The Centaur was first presented to the public on 11 February 2000, at the Litochoro, Pieria range. A German and Greek crew operated the vehicle, since both countries have expressed an interest in acquiring the vehicle. At the time, a $76.9 million (28.5 billion drachmas) deal was foreseen for 583 Greek Army vehicles in several variants.
High ranking Greek military officers speculated that approximately 2,000 such vehicles would be needed over the following decade by foreign military services, such as Malaysia, Egypt and Pakistan.

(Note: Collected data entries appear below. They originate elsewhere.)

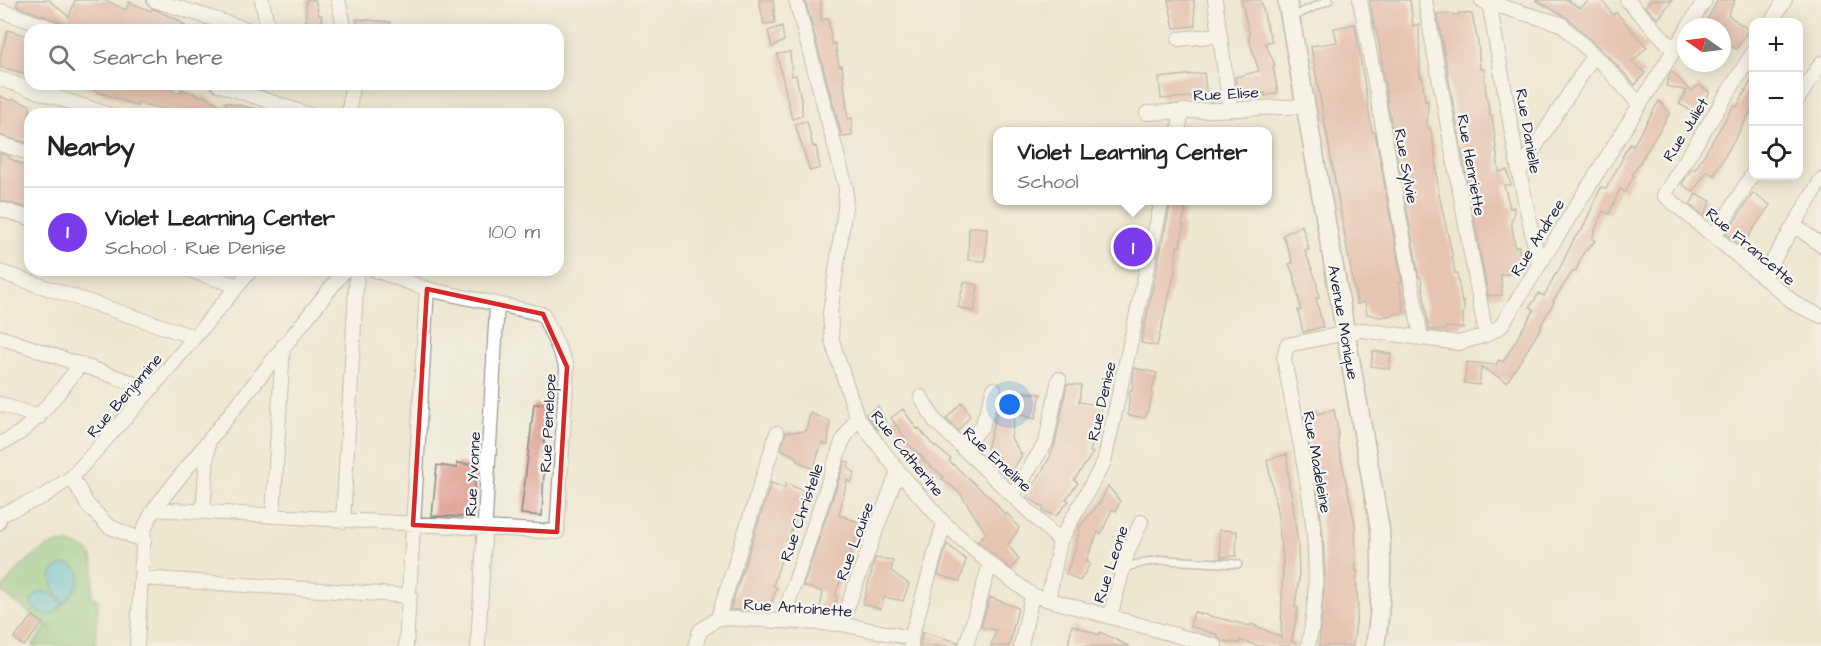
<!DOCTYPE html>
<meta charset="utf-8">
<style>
body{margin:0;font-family:"Architects Daughter",sans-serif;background:#f6f6f6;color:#222}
.controls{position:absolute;right:18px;top:18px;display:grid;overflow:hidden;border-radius:12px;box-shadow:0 3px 15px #0003}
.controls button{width:54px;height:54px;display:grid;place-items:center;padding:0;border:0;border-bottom:2px solid #e0e0e0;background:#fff;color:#222;font:30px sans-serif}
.compass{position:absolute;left:1677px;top:18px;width:54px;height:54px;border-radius:50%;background:#fff;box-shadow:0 3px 15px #0003;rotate:284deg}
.you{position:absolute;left:1010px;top:405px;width:21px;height:21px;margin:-15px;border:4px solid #fff;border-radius:50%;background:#1a73e8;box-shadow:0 0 0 9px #1a73e833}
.badge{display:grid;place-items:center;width:39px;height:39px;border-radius:50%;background:#7c3aed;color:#fff;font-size:20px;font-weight:700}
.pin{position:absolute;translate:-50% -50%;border:3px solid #fff;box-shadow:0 2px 6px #0006}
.popup{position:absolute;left:993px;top:127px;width:279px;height:78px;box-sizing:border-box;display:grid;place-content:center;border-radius:12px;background:#fff;filter:drop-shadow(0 2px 4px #0005);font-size:20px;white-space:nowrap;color:#767676}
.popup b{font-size:22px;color:#222}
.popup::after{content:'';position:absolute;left:50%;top:100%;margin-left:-12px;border:12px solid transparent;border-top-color:#fff}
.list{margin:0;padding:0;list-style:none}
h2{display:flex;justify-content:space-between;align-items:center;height:78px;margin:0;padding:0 24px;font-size:26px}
h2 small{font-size:20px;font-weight:400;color:#767676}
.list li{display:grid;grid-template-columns:39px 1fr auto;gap:18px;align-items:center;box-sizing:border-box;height:90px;padding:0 24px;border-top:2px solid #e0e0e0}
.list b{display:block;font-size:22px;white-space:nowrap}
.list p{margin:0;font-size:20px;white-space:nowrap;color:#767676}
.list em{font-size:20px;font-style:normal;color:#767676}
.icon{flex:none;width:33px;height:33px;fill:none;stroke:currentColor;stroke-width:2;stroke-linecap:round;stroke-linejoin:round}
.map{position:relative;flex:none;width:1821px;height:646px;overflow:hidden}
.search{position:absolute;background:#fff;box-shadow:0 3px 15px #0003;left:24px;top:24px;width:540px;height:66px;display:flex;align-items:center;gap:15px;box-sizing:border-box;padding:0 21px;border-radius:18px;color:#767676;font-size:22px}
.panel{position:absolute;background:#fff;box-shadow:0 3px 15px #0003;left:24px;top:108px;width:540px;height:168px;border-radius:18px}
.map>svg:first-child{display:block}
</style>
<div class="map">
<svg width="1821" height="646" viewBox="0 0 1821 646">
<rect width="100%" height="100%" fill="#f6f6f2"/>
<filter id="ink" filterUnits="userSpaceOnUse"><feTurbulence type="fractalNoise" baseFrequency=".0167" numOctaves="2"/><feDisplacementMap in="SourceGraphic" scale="12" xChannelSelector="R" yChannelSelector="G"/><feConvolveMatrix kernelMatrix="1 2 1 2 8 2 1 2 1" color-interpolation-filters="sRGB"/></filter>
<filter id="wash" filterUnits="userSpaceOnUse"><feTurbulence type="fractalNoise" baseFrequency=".008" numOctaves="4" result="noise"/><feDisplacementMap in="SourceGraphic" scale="24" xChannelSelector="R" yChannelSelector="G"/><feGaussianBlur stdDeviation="1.35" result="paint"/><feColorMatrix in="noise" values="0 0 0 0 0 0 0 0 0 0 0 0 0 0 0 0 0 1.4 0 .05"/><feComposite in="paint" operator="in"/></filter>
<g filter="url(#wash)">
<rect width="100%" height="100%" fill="#eee8d1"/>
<!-- green -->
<path fill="#86c67d" stroke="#54745c" stroke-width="1.5" d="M55,544C98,542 96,561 92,596L98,600L95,646H32L45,628L53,627H48L1,591C15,570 31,554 55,544Z"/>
<!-- water -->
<path fill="#5bc5d6" stroke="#3e7488" stroke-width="1.5" d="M63,565H71L80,572L78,585L65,603C54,593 42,572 63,565Z
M39,592C51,591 55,596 63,604L52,615C41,615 34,611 31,601Z"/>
<g id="blocks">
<!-- building -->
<path fill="#de998a" d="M18,0H49L69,17L75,0H105L126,10L129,2L151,11L152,9L158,11L178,20L190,30H83L16,6Z
M306,0H315L319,15H321L324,30H306Z
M759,0H773L775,23L764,24Z
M805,0H821V21L828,18L832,44L835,43L839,66L842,65L848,119L852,118V136L842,137Z
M1168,0H1194L1195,26L1174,28Z
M1241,0H1261L1266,23L1272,41L1265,43L1275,65L1273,66L1278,93L1265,96V93L1238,99L1235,77L1259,71L1248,37L1250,36Z
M1370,0H1410L1413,26L1419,24L1420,77H1422L1425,101L1428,100L1427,128H1430L1435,151L1438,190L1451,249L1455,273H1457L1462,303L1464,302L1463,328L1445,327V330H1429L1421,277H1419L1386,94L1379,43L1373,21Z
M1535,0H1567L1580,8L1590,0H1602L1613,15L1616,12L1647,47L1632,62L1645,73L1635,85L1612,60L1567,17Z
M1651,0H1672L1658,19L1645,6Z
M1718,0H1735L1728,15L1749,30L1736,49L1722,39V27H1703Z
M1459,13L1472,14L1478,42L1480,69H1484L1486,93L1490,115H1492L1499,172L1507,170L1511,185H1504L1510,208L1514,207L1513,219L1511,220L1515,247L1519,246V272L1501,275L1502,295L1488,296L1437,14L1459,15Z
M356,19L390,22V30H359Z
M1355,24L1372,132H1375L1402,282L1399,283L1404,313L1380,317L1367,314L1365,302L1357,304L1311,46L1337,42L1334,28Z
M782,26L784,41L772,47L768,31Z
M8,30L30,37V75L0,67V56Z
M790,52L792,76L796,75L802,104V116L792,119L777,54Z
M1671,71L1691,91L1699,85L1710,92L1697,114L1679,104L1687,91L1666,86Z
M1204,73L1207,96L1161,99L1159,78Z
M1754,75V106L1714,175L1707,171L1693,192L1682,184L1692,168L1695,170L1734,105L1737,107Z
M84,84H158L180,93L181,89L202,97L203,95L225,108L226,102L259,110L258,114H184L138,103L137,106L83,86Z
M0,96L11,101L12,99L30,105V144L0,135Z
M1659,101L1670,113L1632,175L1634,176L1625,192L1620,189L1609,214L1603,211L1592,238L1595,241L1584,252L1575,272L1573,271L1553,301L1554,302L1541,325L1542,326L1507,382L1481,367L1479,385L1464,383L1467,362L1496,365L1499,360L1503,362L1534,310L1530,307L1539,293L1544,296L1556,273L1557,274L1575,237L1582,230L1601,187L1606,189L1623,158L1622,157L1630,144L1633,146Z
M807,121L813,147L816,146L820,168L810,171L795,124Z
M0,153L10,156L9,158L30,169V209L0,200Z
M1753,193L1770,205L1741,247L1726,234Z
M1696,194L1711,201L1704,216L1690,205Z
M1171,201H1188L1182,225H1184L1180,246H1177L1175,271L1157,346L1141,343Z
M1302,225L1309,250L1305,251L1316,280L1319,298H1316L1323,327L1303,332L1298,310H1301L1294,276L1289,264L1293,263L1283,235Z
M969,227L987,228L985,261L968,260Z
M964,282L978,285L974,312L958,307Z
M1373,351L1391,354L1389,369L1371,366Z
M1134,368L1157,373L1151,394H1153L1145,418L1128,415L1130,390L1132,391Z
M1067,384L1081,385L1079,402L1102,406L1090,452L1093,453L1074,480L1078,483L1066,499L1069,501L1056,516L1043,511L1044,508L1027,497L1050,457L1055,444Z
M1023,392L1041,394L1035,419L1015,413L1011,438L1022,455L1011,472L998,462L1000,458L987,449L1000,400H1021Z
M962,402L970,416L958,431L946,419Z
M534,404H547L542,470H544L542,516L521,514Z
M878,406L887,424L877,429L866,414Z
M903,409L917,429L919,428L931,443L951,459L949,461L994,501L1005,515L1007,513L1019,528L1008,545L1019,559L1011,569L978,541L986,533L960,493L942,479L944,477L923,460L924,459L906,442L907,441L891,418Z
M1317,410V414L1334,410L1338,431V444L1352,509L1355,525L1356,571H1358L1356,582L1358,606L1353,646H1319L1325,575L1323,538L1319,500L1304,415Z
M810,413L830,421L828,445L822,443L813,469L798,461V458L781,449L786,432L806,431Z
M1287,454L1289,486L1292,498L1298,546L1299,577L1295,607L1298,608L1292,641L1299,646H1259L1239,640V643L1222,641L1218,638V635L1190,626L1194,612L1250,626L1251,624L1281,637L1283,560L1277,510L1267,460Z
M845,461L849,462L848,468L855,473L851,483L847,480L839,515L861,523L835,596L837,597L833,615L828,614L819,613L823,592L803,586Z
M457,463L476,465L473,517L432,516L437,465L457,468Z
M771,483L785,488L786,483L803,491L796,520L787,540L773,586L777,587L769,609L750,604L749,610H730Z
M1108,486L1120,501L1116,511L1112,509L1101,534L1098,532L1086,561L1090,564L1080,581L1066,574L1075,550L1080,526L1101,501Z
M1219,530L1237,531L1236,556L1221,557Z
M947,544L966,560L960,581L938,575Z
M875,558L893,560L891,571L909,584L903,601L884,597L881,609L863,604Z
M990,597L1018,608L1009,646H991L996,630L981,627Z
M33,616L43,623L24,646L14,638Z
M1072,625L1099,635L1100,632L1129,646H1068Z
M922,632L958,642L957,646H920Z"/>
</g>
</g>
<g filter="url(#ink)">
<use href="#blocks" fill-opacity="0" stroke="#888586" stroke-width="1.5"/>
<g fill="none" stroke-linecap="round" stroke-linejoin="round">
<!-- service casing -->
<g stroke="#888586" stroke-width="10">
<path id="service" d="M1292,17L1329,0
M0,526L5,513
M1123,568L1146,562L1165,560L1238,564"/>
</g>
<!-- minor casing -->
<g stroke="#888586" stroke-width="16">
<path id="minor" d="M154,0L249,30
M262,0L268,30
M338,0L345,30
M796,0L846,188L845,208L830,313L832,341L857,417L898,471L944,523L990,564L1032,595L1215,646
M1215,0L1230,109
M1360,0L1421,337
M1425,0L1486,335
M1627,0L1674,50
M1482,1L1561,24L1605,66L1640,105
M1489,2L1519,172L1539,265
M1,11L57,30
M1771,22L1785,0
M1688,27L1705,0
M1179,39L1220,35
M1754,51L1664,195L1797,305L1821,316
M0,79L107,114
M218,84L307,114
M1798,99L1821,63
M1147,113L1306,106
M349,114L352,84
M1178,132L1182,111
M0,144L30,153
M1519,172L1594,55
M0,209L30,218
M1794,225L1821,245
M1714,236L1754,172
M189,270L238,286
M0,272L194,337
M1763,277L1821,180
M0,337L151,389
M921,397L935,421L1060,541
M0,404L39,417
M0,443C31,434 61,388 81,364
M963,449L982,426L994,389
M72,477L87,504L108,526L144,541
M1013,495L1046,442L1059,379
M154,509L557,532L567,367L543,314L427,289L375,270
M203,512L208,443
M0,515L44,496L72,477L151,389L251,270
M273,516L283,346
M343,521L357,270
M141,578L410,596
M1048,600L1060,541L1104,462L1162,200
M1110,617L1127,554L1141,522
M718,618L841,624L911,638
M718,618L777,433
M782,621L842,442L857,417
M841,624L898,471
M137,646L144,529L154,509L345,270
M406,646L427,289
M478,646L497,304
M695,646L700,631L718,618
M911,646V638L944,523
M966,646L990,564
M1021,646L1032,595
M1308,646C1330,553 1300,450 1284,358L1287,345L1362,330L1459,343L1486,335L1501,326L1686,31"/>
</g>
<!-- tertiary casing -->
<g stroke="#888586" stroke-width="21">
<path id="tertiary" d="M1287,0L1380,529C1382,568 1382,608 1375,646"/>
</g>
<!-- service -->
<use href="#service" stroke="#fff" stroke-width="7"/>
<!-- minor -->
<use href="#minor" stroke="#fff" stroke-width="14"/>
<!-- tertiary -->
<use href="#tertiary" stroke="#fff" stroke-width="18"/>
</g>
</g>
<!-- marked area -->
<path d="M0 0H1821V646H0ZM427,289L543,314L567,367L557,532L413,525Z" fill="#eee8d1" fill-opacity=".55" fill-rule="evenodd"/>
<path fill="none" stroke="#d62828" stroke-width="4.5" stroke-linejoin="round" d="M427,289L543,314L567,367L557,532L413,525Z"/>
<g text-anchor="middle" stroke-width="4.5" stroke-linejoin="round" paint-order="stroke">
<!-- street labels -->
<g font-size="16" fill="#22223b" stroke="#f6f6f2">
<text transform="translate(1226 93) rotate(-3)" y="6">Rue Elise</text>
<text transform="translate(1685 129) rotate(-58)" y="6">Rue Juliet</text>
<text transform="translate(1529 131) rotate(80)" y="6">Rue Danielle</text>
<text transform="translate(1472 165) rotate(80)" y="6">Rue Henriette</text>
<text transform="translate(1407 166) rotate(80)" y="6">Rue Sylvie</text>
<text transform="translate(1537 237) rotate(-58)" y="6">Rue Andree</text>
<text transform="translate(1751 246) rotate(40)" y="6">Rue Francette</text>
<text transform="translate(1344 322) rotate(80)" y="6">Avenue Monique</text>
<text transform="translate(124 395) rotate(-49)" y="6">Rue Benjamine</text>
<text transform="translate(1101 401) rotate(-77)" y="6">Rue Denise</text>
<text transform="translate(547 423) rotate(-87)" y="6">Rue Penelope</text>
<text transform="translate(908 453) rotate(51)" y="6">Rue Catherine</text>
<text transform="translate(998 459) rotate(43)" y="6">Rue Emeline</text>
<text transform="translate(1318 462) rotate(80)" y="6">Rue Madeleine</text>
<text transform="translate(472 474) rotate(-87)" y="6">Rue Yvonne</text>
<text transform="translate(801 512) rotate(-71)" y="6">Rue Christelle</text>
<text transform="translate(854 541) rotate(-70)" y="6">Rue Louise</text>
<text transform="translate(1110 564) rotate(-72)" y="6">Rue Leone</text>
<text transform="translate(798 607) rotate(4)" y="6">Rue Antoinette</text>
</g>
</g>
</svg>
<div class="controls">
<button>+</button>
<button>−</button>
<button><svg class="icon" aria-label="locate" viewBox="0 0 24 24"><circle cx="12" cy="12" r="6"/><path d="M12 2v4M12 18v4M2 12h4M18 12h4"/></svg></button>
</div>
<svg class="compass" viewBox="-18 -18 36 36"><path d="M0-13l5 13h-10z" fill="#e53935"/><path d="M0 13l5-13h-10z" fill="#767676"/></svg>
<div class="you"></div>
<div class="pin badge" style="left:1133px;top:247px">1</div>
<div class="popup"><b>Violet Learning Center</b>School</div>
<div class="search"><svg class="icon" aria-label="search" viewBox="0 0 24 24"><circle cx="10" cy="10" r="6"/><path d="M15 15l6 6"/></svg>Search here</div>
<section class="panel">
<h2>Nearby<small></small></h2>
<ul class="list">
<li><span class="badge">1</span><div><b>Violet Learning Center</b><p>School · Rue Denise</p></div><em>100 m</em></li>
</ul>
</section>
</div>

The Centaur's development has involved firms from Brazil, Germany, the Netherlands and Sweden. The vehicle - an advanced version of the "Leonidas" - weighs 20 tons, has a 90 mm main gun, a 7.62 mm coaxial machine gun and eight German-made smoke grenade launchers. It can carry eight soldiers in addition to it's crew of three and is C-130 transportable. - Adam Geibel
Greek National Defense Minister Yiannos Papantoniou told the press on 22 May that the armed forces may order Centaur (Kentauros) Armored Infantry Fighting Vehicles in 2002 from Hellenic Vehicles Industry (ELBO). The proposal would be submitted to the Defense Ministry by 15 July and contains improvements requested by the armed forces. ELBO would supply of 140 AIFVs for 140 billion drachmas, with an option for a further 140 vehicles. The Defense Ministry had already signed a $6.5 million (2.5 billion drachma) research and technology program.